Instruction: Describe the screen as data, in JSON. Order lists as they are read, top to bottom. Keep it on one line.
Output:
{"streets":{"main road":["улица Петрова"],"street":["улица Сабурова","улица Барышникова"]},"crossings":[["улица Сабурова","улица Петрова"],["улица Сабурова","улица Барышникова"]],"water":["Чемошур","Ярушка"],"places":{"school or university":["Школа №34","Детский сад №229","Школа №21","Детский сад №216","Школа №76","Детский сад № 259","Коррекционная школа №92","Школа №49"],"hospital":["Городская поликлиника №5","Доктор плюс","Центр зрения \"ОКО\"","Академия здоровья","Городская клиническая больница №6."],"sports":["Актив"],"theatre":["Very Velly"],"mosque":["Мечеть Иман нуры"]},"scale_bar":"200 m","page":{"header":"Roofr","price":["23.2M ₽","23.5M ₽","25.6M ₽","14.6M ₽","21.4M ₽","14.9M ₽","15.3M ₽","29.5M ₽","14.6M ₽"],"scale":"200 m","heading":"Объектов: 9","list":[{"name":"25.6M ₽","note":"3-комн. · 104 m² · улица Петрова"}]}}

____

REQUIREMENT: The data above must be restated word for word.

TASK SOLUTION:
Instruction: Describe the screen as data, in JSON. Order lists as they are read, top to bottom. Keep it on one line.
Output:
{"streets":{"main road":["улица Петрова"],"street":["улица Сабурова","улица Барышникова"]},"crossings":[["улица Сабурова","улица Петрова"],["улица Сабурова","улица Барышникова"]],"water":["Чемошур","Ярушка"],"places":{"school or university":["Школа №34","Детский сад №229","Школа №21","Детский сад №216","Школа №76","Детский сад № 259","Коррекционная школа №92","Школа №49"],"hospital":["Городская поликлиника №5","Доктор плюс","Центр зрения \"ОКО\"","Академия здоровья","Городская клиническая больница №6."],"sports":["Актив"],"theatre":["Very Velly"],"mosque":["Мечеть Иман нуры"]},"scale_bar":"200 m","page":{"header":"Roofr","price":["23.2M ₽","23.5M ₽","25.6M ₽","14.6M ₽","21.4M ₽","14.9M ₽","15.3M ₽","29.5M ₽","14.6M ₽"],"scale":"200 m","heading":"Объектов: 9","list":[{"name":"25.6M ₽","note":"3-комн. · 104 m² · улица Петрова"}]}}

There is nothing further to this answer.